Based on areca testing it does not seem to do read-verify but a later patrol read may catch the error. You’d need raid6 to recover from the situation, but it is unclear to me if the driver is written in such a way as to do that. The controller seems to handle the case well that a drive reports an error, or a drive times out, or a drive is missing entirely. The edge cases I’ve dealt with… you have to be really unlucky when the “wrong” 4k sector corruption leads to a cascade of failures.
Just the other day infact,
status: One or more devices has experienced an unrecoverable error. An
attempt was made to correct the error. Applications are unaffected.
action: Determine if the device needs to be replaced, and clear the errors
using 'zpool clear' or replace the device with 'zpool replace'.
see: https://openzfs.github.io/openzfs-docs/msg/ZFS-8000-9P
scan: scrub repaired 132K in 05:52:47 with 0 errors on Sat Apr 20 20:01:45 2024
config:
NAME STATE READ WRITE CKSUM
ssdpool ONLINE 0 0 0
raidz1-0 ONLINE 0 0 0
nvme-SAMSUNG_MZQLB7T6HMLA-1-part3 ONLINE 2 0 0
nvme-SAMSUNG_MZQLB7T6HMLA-2-part3 ONLINE 0 0 1
nvme-SAMSUNG_MZQLB7T6HMLA-3-part3 ONLINE 0 0 0
errors: No known data errors
This is 100% caused by the nvme backplane and/or cables being the slightest bit sketchy, which has slowly been increasing the last few months.
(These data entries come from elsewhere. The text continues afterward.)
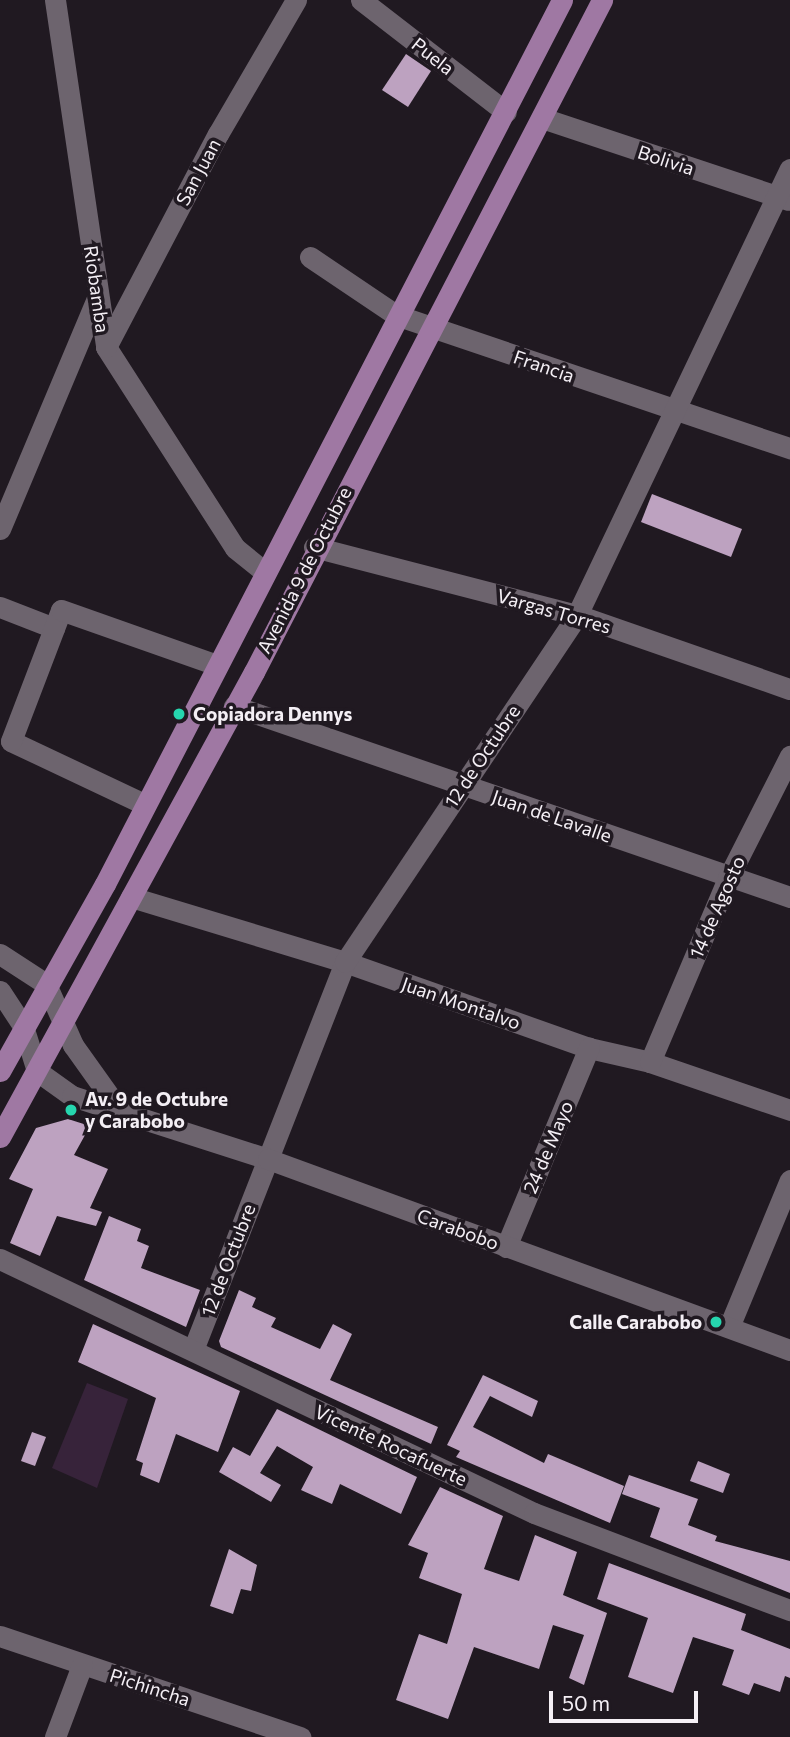 <!DOCTYPE html>
<style>
body{margin:0}
#map{position:relative;width:790px;height:1737px;overflow:hidden;background:#201921;font-family:Commissioner,sans-serif}
div>[style]{position:absolute}
[style*='--x']{left:calc(var(--x)*1px);top:calc(var(--y)*1px);width:calc(var(--w)*1px);rotate:calc(var(--a)*1deg)}
.green>*{inset:0;background:#37233a}
.building>*{inset:0;background:#bda2c0}
.street>*{height:21px;margin:-10.5px;padding:0 10.5px;transform-origin:10.5px;border-radius:10.5px;background:#6d646e}
.secondary>*{height:21px;margin:-10.5px;padding:0 10.5px;transform-origin:10.5px;border-radius:10.5px;background:#6d646e}
.primary>*{height:21px;margin:-10.5px;padding:0 10.5px;transform-origin:10.5px;border-radius:10.5px;background:#9f78a3}
.dots>*{width:19px;height:19px;translate:-50% -50%;box-sizing:border-box;border:4px solid #201921;border-radius:50%}
span{translate:-50% -50%;white-space:nowrap;text-align:center;line-height:1.15;-webkit-text-stroke:7px #201921;paint-order:stroke}
.street-label{font-size:19px;color:#f4eff5}
.poi-label{font-size:19px;color:#f4eff5;font-weight:700}
.left{translate:0 -50%;text-align:left}
.right{translate:-100% -50%;text-align:right}
.scale{position:absolute;left:549px;top:1691px;width:149px;height:32px;box-sizing:border-box;border:4px solid #f4eff5;border-top:0;padding-left:9px;font-size:21px;line-height:24px;white-space:nowrap;color:#f4eff5;-webkit-text-stroke:5px #201921;paint-order:stroke}
</style>
<div id="map">
<div class="green">
<div style="clip-path:polygon(87px 1383px,128px 1399px,97px 1488px,52px 1468px)"></div>
</div>
<div class="building">
<div style="clip-path:polygon(406px 54px,431px 71px,408px 107px,382px 90px)"></div>
<div style="clip-path:polygon(652px 494px,742px 529px,731px 557px,641px 522px)"></div>
<div style="clip-path:polygon(68px 1119px,90px 1126px,74px 1155px,108px 1169px,90px 1208px,102px 1212px,96px 1226px,57px 1216px,40px 1256px,10px 1243px,33px 1189px,9px 1179px,36px 1128px)"></div>
<div style="clip-path:polygon(109px 1216px,141px 1229px,137px 1241px,149px 1246px,141px 1268px,200px 1290px,186px 1327px,84px 1280px)"></div>
<div style="clip-path:polygon(239px 1290px,256px 1298px,252px 1307px,276px 1318px,271px 1327px,320px 1349px,333px 1324px,352px 1334px,330px 1380px,438px 1427px,431px 1444px,221px 1347px,219px 1341px)"></div>
<div style="clip-path:polygon(93px 1324px,240px 1391px,218px 1452px,176px 1434px,159px 1483px,140px 1475px,143px 1463px,136px 1460px,156px 1398px,78px 1362px)"></div>
<div style="clip-path:polygon(483px 1375px,538px 1401px,532px 1417px,490px 1396px,473px 1427px,544px 1463px,548px 1454px,624px 1486px,610px 1523px,456px 1457px,460px 1451px,447px 1445px)"></div>
<div style="clip-path:polygon(277px 1409px,417px 1477px,401px 1514px,340px 1484px,332px 1504px,301px 1490px,313px 1467px,277px 1446px,260px 1473px,281px 1485px,271px 1502px,219px 1472px,233px 1447px,250px 1456px)"></div>
<div style="clip-path:polygon(32px 1432px,46px 1437px,35px 1466px,21px 1461px)"></div>
<div style="clip-path:polygon(698px 1461px,730px 1474px,723px 1493px,690px 1481px)"></div>
<div style="clip-path:polygon(629px 1475px,698px 1499px,688px 1525px,717px 1536px,715px 1541px,790px 1561px,790px 1593px,650px 1537px,660px 1508px,622px 1494px)"></div>
<div style="clip-path:polygon(440px 1487px,503px 1516px,484px 1569px,519px 1581px,535px 1535px,577px 1552px,563px 1595px,607px 1613px,584px 1685px,569px 1678px,584px 1635px,553px 1625px,539px 1669px,474px 1647px,448px 1719px,396px 1700px,419px 1634px,447px 1644px,462px 1594px,419px 1578px,428px 1553px,408px 1545px)"></div>
<div style="clip-path:polygon(229px 1549px,257px 1565px,251px 1591px,241px 1589px,233px 1614px,210px 1606px)"></div>
<div style="clip-path:polygon(609px 1563px,746px 1614px,741px 1630px,790px 1649px,790px 1678px,785px 1676px,780px 1692px,754px 1683px,749px 1695px,722px 1685px,734px 1650px,693px 1637px,673px 1693px,628px 1677px,648px 1618px,597px 1599px)"></div>
</div>
<div class="street">
<div style="--x:55;--y:0;--w:351;--a:81.6"></div>
<div style="--x:106;--y:347;--w:239;--a:57.3"></div>
<div style="--x:235;--y:548;--w:36;--a:39"></div>
<div style="--x:361;--y:0;--w:183;--a:37.7"></div>
<div style="--x:542;--y:118;--w:259;--a:18.4"></div>
<div style="--x:310;--y:257;--w:104;--a:34"></div>
<div style="--x:396;--y:315;--w:416;--a:18.7"></div>
<div style="--x:106;--y:347;--w:241;--a:-62.3"></div>
<div style="--x:218;--y:134;--w:155;--a:-59.8"></div>
<div style="--x:0;--y:529;--w:253;--a:-67.2"></div>
<div style="--x:314;--y:547;--w:272;--a:14.5"></div>
<div style="--x:577;--y:615;--w:225;--a:19.2"></div>
<div style="--x:0;--y:607;--w:58;--a:21.3"></div>
<div style="--x:234;--y:706;--w:588;--a:18.96"></div>
<div style="--x:144;--y:804;--w:147;--a:-154.7"></div>
<div style="--x:11;--y:741;--w:140;--a:-69.1"></div>
<div style="--x:61;--y:610;--w:165;--a:19.4"></div>
<div style="--x:131;--y:897;--w:224;--a:16.9"></div>
<div style="--x:345;--y:962;--w:259;--a:19.4"></div>
<div style="--x:589;--y:1048;--w:63;--a:12.9"></div>
<div style="--x:650;--y:1062;--w:148;--a:18.9"></div>
<div style="--x:650;--y:1062;--w:200;--a:-67"></div>
<div style="--x:728;--y:878;--w:137;--a:-63.1"></div>
<div style="--x:506;--y:1247;--w:216;--a:-67.4"></div>
<div style="--x:729;--y:1327;--w:159;--a:-67.5"></div>
<div style="--x:193;--y:1350;--w:417;--a:-68.6"></div>
<div style="--x:345;--y:962;--w:417;--a:-56.2"></div>
<div style="--x:577;--y:615;--w:494;--a:-64.5"></div>
<div style="--x:0;--y:1636;--w:317;--a:18.6"></div>
<div style="--x:55;--y:1737;--w:77;--a:-69.4"></div>
</div>
<div class="secondary">
<div style="--x:0;--y:954;--w:55;--a:33.1"></div>
<div style="--x:46;--y:984;--w:67;--a:66.1"></div>
<div style="--x:73;--y:1045;--w:86;--a:54.5"></div>
<div style="--x:0;--y:991;--w:42;--a:56.7"></div>
<div style="--x:23;--y:1026;--w:47;--a:72.7"></div>
<div style="--x:37;--y:1071;--w:43;--a:35.5"></div>
<div style="--x:72;--y:1096;--w:206;--a:17.8"></div>
<div style="--x:268;--y:1159;--w:556;--a:20.1"></div>
<div style="--x:0;--y:1259;--w:591;--a:25.44"></div>
<div style="--x:534;--y:1513;--w:274;--a:20.8"></div>
</div>
<div class="primary">
<div style="--x:0;--y:1071;--w:214;--a:-60.7"></div>
<div style="--x:105;--y:884;--w:995;--a:-62.66"></div>
<div style="--x:0;--y:1137;--w:530;--a:-61.36"></div>
<div style="--x:254;--y:672;--w:757;--a:-62.62"></div>
</div>
<div class="dots">
<div style="left:179px;top:714px;background:#26d5ae"></div>
<div style="left:71px;top:1110px;background:#26d5ae"></div>
<div style="left:716px;top:1322px;background:#26d5ae"></div>
</div>
<div class="street-label">
<span style="left:433px;top:56px;rotate:38deg">Puela</span>
<span style="left:666px;top:160px;rotate:18deg">Bolivia</span>
<span style="left:198px;top:172px;rotate:-62deg">San Juan</span>
<span style="left:97px;top:289px;rotate:82deg">Riobamba</span>
<span style="left:544px;top:366px;rotate:19deg">Francia</span>
<span style="left:304px;top:570px;rotate:-63deg">Avenida 9 de Octubre</span>
<span style="left:554px;top:611px;rotate:16deg">Vargas Torres</span>
<span style="left:482px;top:756px;rotate:-56deg">12 de Octubre</span>
<span style="left:552px;top:816px;rotate:19deg">Juan de Lavalle</span>
<span style="left:717px;top:907px;rotate:-66deg">14 de Agosto</span>
<span style="left:461px;top:1003px;rotate:19deg">Juan Montalvo</span>
<span style="left:548px;top:1147px;rotate:-67deg">24 de Mayo</span>
<span style="left:458px;top:1229px;rotate:20deg">Carabobo</span>
<span style="left:228px;top:1260px;rotate:-69deg">12 de Octubre</span>
<span style="left:391px;top:1445px;rotate:25deg">Vicente Rocafuerte</span>
<span style="left:150px;top:1687px;rotate:18deg">Pichincha</span>
</div>
<div class="poi-label">
<span class="left" style="left:193px;top:714px">Copiadora Dennys</span>
<span class="left" style="left:85px;top:1110px">Av. 9 de Octubre<br>y Carabobo</span>
<span class="right" style="left:702px;top:1322px">Calle Carabobo</span>
</div>
<div class="scale">50 m</div>
</div>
We have already rotated drives and picked up a hot spare. This type of “well, it’s probably the backplane” is rarely, if ever, well-tested by hardware raid controllers. Patrol read is supposed to catch this type of errors the way that zfs does HOWEVER the reality is that it doesn’t really do much to correct the error… it corrects the inconsistency. perhaps clobbering the data in the process. LinuxMD assumes that the data is correct but not the parity, too, fwiw. Whereas ZFS knows exactly which thing is incorrect, and fixes it.
If you happen to be using 520 byte sectors instead of 512 byte… your raid card also knows where the inconsistency is, very similar to zfs, and can fix it that way. But in normal 4k or 512 byte? you rely on the drive to know 100% of the time.
and if you hit a software bug or inconsistency or, as in the above, just bad cables? sorry about your data
Testing
I would suggest zeroing the whole drive/array and then creating a 1 megabyte file filled with a test pattern and then scanning each drive stand-alone to see how the controller broke the test pattern across the drive. You could corrupt some part of it – no more than 4kb. Even just zeroing ONE 4kb block on ONE drive. And then see what happens when reading back that 1 megabyte file.